Efficient AI Lecture 11: TinyEngine

Efficient AI

TinyML

TinyEngine

Parallel Computing

Memory Optimization

Inference Engine

How TinyEngine makes neural network inference practical on microcontrollers through memory-aware kernels, layout choices, and low-level inference optimization.

Author

Chao Ma

Published

May 6, 2026

TinyEngine is about the part of TinyML that happens after we already have a small model.

The question is no longer only:

Can we design a neural network that is accurate and compact?

The question becomes:

Can this exact network actually execute on a tiny device without wasting memory, bandwidth, and cycles?

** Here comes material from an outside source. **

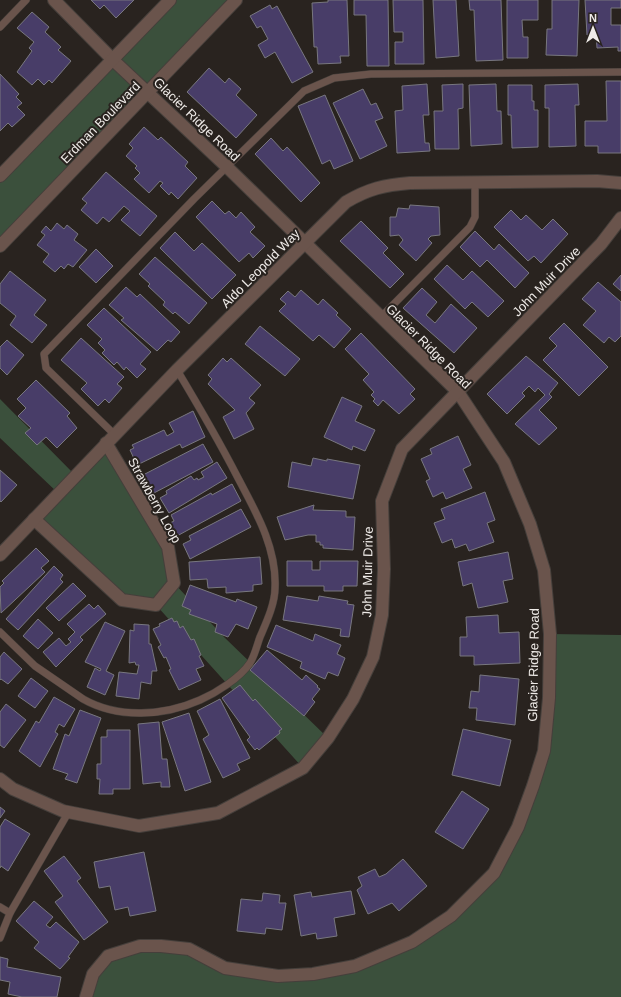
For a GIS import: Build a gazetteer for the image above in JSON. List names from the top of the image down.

This lecture connects general parallel computing ideas with neural network inference on microcontrollers. The main lesson is that deployment efficiency is not just a model property. It depends on loops, memory layout, data movement, kernel implementation, and the runtime schedule.

General-purpose deep learning frameworks are flexible, but that flexibility can be expensive on microcontrollers.

Tiny devices have severe limits:

SRAM is tiny, so temporary activation buffers are dangerous
Flash is limited, so binary size matters
memory movement costs more than arithmetic
generic operators may allocate intermediate tensors that do not fit
the runtime must be specialized to the target model and hardware

TinyEngine addresses this by generating compact, model-specific inference code. Instead of carrying a large general runtime, it can specialize kernels and memory planning for the network being deployed.

For me, the core idea is:

TinyEngine turns inference into a systems optimization problem.

The neural network is only one input. The engine also has to decide how data should be laid out, reused, transformed, and overwritten.

Parallel Computing Techniques

Loop Reordering

The first optimization idea is simple: the order of loops changes the memory access pattern.

For matrix multiplication, this raw loop order has poor locality for B, because B[k][j] jumps across rows in memory:

for i in range(0, N):
    for j in range(0, N):
        for k in range(0, N):
            C[i][j] += A[i][k] * B[k][j]

Reordering the loops improves locality for B and C:

for i in range(0, N):
    for k in range(0, N):
        for j in range(0, N):
            C[i][j] += A[i][k] * B[k][j]

The arithmetic is the same. The difference is how the processor moves through memory.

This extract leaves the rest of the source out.